Weitere Bürgervorschläge zum ÖPNV-Ausbau in der Versammlung waren zum Beispiel ein Fünf-Minuten-Takt der U6, eine Optimierung der Umsteigezeiten bei den Öffentlichen Verkehrsmitteln, mehr Busspuren und eine Ringlinie, die vom Olympiapark über den Arabellapark bis Berg am Laim fährt. 

Alle Anträge wurden mit großer Mehrheit angenommen. Immerhin: Das Verkehrskonzept für den Norden soll schon fast fertig sein und auch die U26 soll kommen, so die Auskunft der Stadt. cla

Ein weiteres Anliegen der Bürger betraf die Pläne der TS Jahn.

Hier gibt es keine Lösung

Tempoverstöße und unübersichtliche Kreuzungen – für diese Probleme gibt es keine einfachen Lösungen, wie auf der Bürgerversammlung deutlich wurde. Ein Anwohner hatte weitere Maßnahmen beantragt, um die vorgeschriebene Schrittgeschwindigkeit im verkehrsberuhigten Bereich in der Sonnleitnerstraße durchzusetzen. Doch: Eine zusätzliche Beschilderung nütze nichts, so niedrige Geschwindigkeiten könnten nicht gerichtsverwertbar gemessen werden und Schwellen als Barrieren würde großen Lärm verursachen, so die Stadt. Auch für die Forderung, an der Kreuzung Floriansmühlstraße und Sondermeierstraße eine Querungshilfe zu installieren, gab es ein Nein: Für eine Insel sei nicht genügend Platz, für Ampel und Zebrastreifen sei die Nutzung zu selten.

Proteste gegen den FOS-Umzug

„Die Stadt soll entweder den Mietvertrag in dem jetzigen Gebäude verlängern oder einen Alternativstandort im Norden suchen“, forderte Andrea Dietrich, deren Tochter selbst die FOS besucht.

Die Fachoberschule für Sozialwesen und Gesundheit (FOS) in Freimann muss zum Schuljahr 2019/2020 übergangsweise nach Freiham umziehen, bis das neue Gebäude an der Freudstraße fertig ist (Hallo berichtete).

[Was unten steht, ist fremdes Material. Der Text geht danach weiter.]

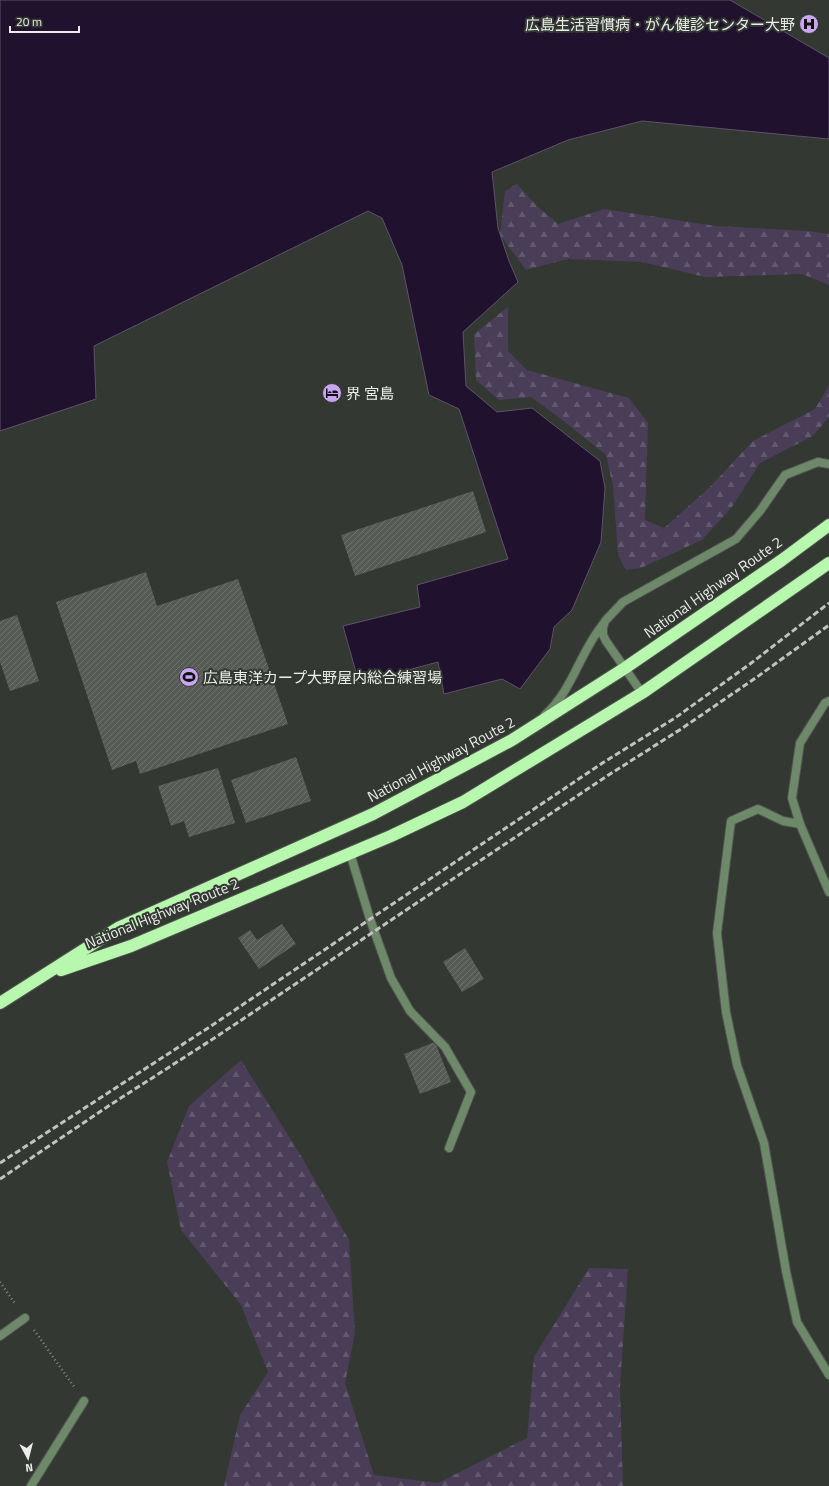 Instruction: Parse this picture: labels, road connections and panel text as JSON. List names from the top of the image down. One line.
{"streets":{"highway":["National Highway Route 2"]},"places":{"hospital":["広島生活習慣病・がん健診センター大野"],"hotel":["界 宮島"],"sports":["広島東洋カープ大野屋内総合練習場"]},"scale_bar":"20 m","north":"bottom"}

Bei der Bürgerversammlung kämpften die Freimanner dagegen. „Die Stadt soll entweder den Mietvertrag in dem jetzigen Gebäude verlängern oder einen Alternativstandort im Norden suchen“, forderte Andrea Dietrich, deren Tochter selbst die FOS besucht. „Für die Schüler verlängert sich der Schulweg enorm und viele Betriebe müssen auf Praktikanten verzichten.“ Laut dem Referat für Bildung und Sport gibt es aber für die Schule mit über 685 Schülern keine Alternative zum Umzug. Eine Verlängerung des Mietvertrags im bestehenden Gebäude sei nicht möglich und Alternativen im Norden gebe es nicht.